Diese Wertschätzung karolingischer Herkunft nahm natürlich ab im Laufe der Jahrhunderte. Als mit den grossen Hohenstaufen die alte Kaiserherrlichkeit ins Grab sank, war auch der Nimbus völlig verblasst, den der Anteil am Blut ihres Schöpfers dereinst gewährt hatte. Ich glaube also, dass die Frage, welche Persönlichkeiten dieser früheren Jahrhunderte als Nachkommen Karls des Grossen wirklich nachgewiesen werden können, nicht nur für den Genealogen, sondern für den Historiker ihre Bedeutung hat.
Die fast drei Jahrhunderte währende Glarner Fremdherrschaft über die ehemalige Grafschaft Werdenberg im Rheintal hat nicht nur die Region tief geprägt sondern hat auch dazu geführt, dass zahlreiche Glarner Würdenträger sich durch Heirat in die lokalen Adelsfamilien einen Zugang zu den Europäischen Adelshäuser schafften.
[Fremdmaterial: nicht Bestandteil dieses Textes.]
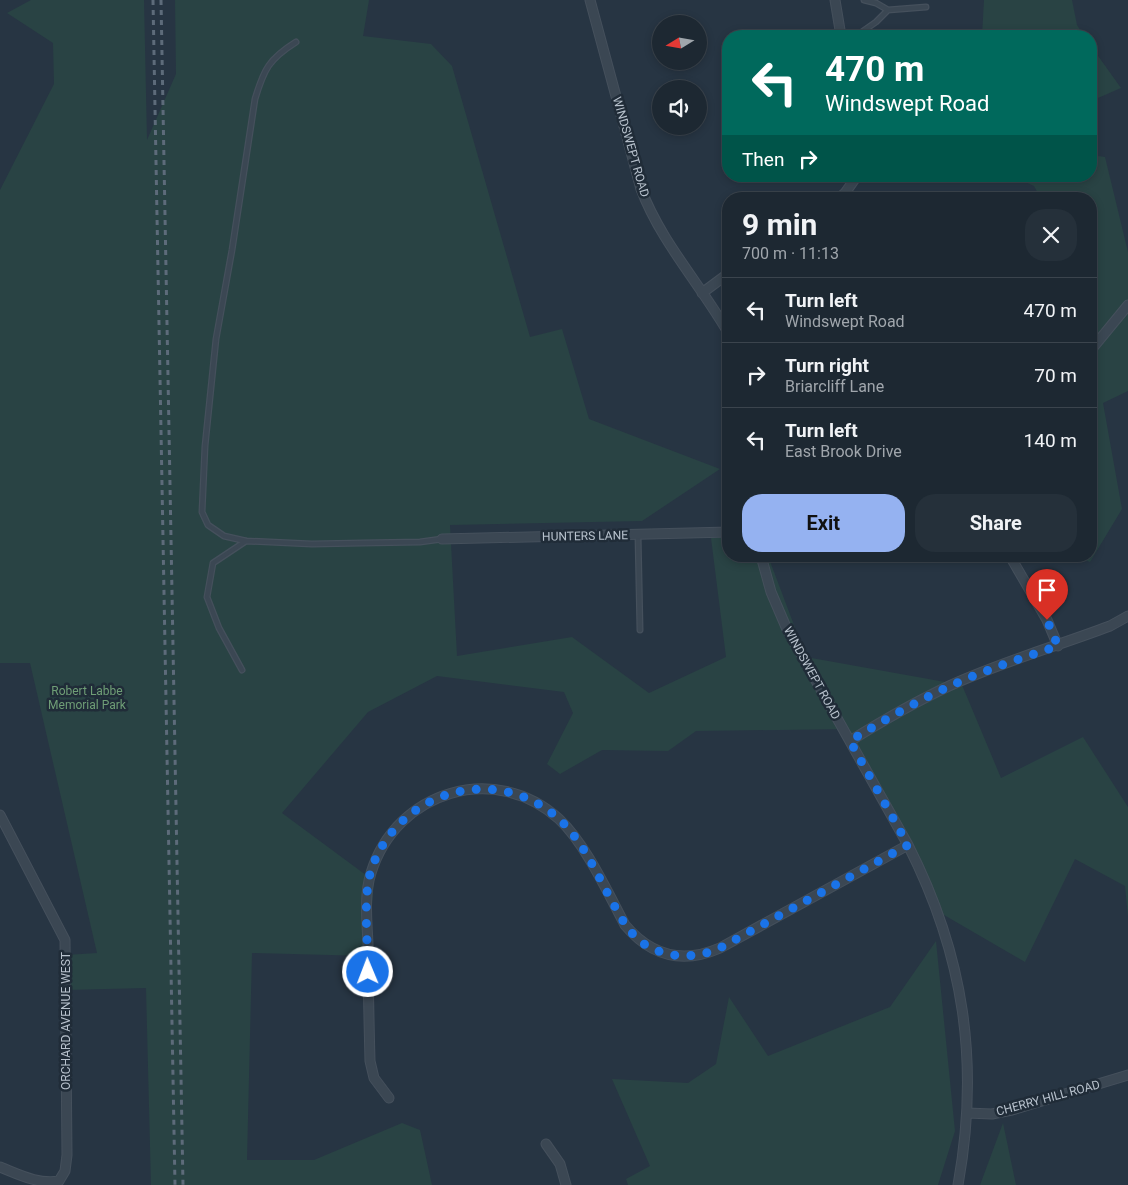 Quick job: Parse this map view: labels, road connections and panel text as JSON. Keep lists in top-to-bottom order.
{
  "streets": {
    "street": [
      "WINDSWEPT ROAD",
      "HUNTERS LANE",
      "ORCHARD AVENUE WEST",
      "CHERRY HILL ROAD"
    ]
  },
  "crossings": [
    ["WINDSWEPT ROAD", "CHERRY HILL ROAD"]
  ],
  "parks": ["Robert Labbe Memorial Park"],
  "north": "left",
  "page": {
    "turn": ["470 m", "Windswept Road"],
    "then": "Then",
    "heading": ["9 min", "700 m · 11:13"],
    "list": [
      {
        "name": "Turn left",
        "note": "Windswept Road",
        "value": "470 m"
      },
      {
        "name": "Turn right",
        "note": "Briarcliff Lane",
        "value": "70 m"
      },
      {
        "name": "Turn left",
        "note": "East Brook Drive",
        "value": "140 m"
      }
    ],
    "buttons": ["Exit", "Share"]
  }
}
In meiner langjährigen Forschungsarbeit über die Glarner Familien konnte ich bis heute 20 Glarner identifizieren, die sich mit adeligen Familien vermählten. Dabei handelt es sich mehrheitlich um Mitglieder der alteingesessenen Glarner Familie Tschudi:
1. Rudolf Tschudi (1222-1302), Richter und Landammann, vermählte sich mit Katharina von Bürglen, Tochter von Konrad Schüpfer von Bürglen (KM Glarus 19).
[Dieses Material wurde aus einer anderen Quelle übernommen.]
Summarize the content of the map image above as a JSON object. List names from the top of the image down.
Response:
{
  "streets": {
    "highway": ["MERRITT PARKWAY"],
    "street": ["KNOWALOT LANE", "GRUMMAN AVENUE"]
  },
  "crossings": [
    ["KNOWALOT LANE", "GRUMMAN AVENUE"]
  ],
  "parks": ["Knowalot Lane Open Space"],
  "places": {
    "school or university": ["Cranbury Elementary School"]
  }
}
2. Rudolf Tschudi (1257-1335), Ratsherr und Keller des Landes Glarus, vermählte sich mit Judith von Windegg, der Tochter von Diethelm von Windegg (KM Glarus 29).
3. Johannes Tschudi (1290-1360), Ratsherr und Richter, vermählte sich mit Katharina von Seedorf, der Tochter von Johannes von Seedorf (KM Glarus 35).
4. Heinrich Tschudi (1328-1386), Ratsherr und Richter, vermählte sich mit Katharina von Port, der Tochter von Anton von Port (KM Glarus 49).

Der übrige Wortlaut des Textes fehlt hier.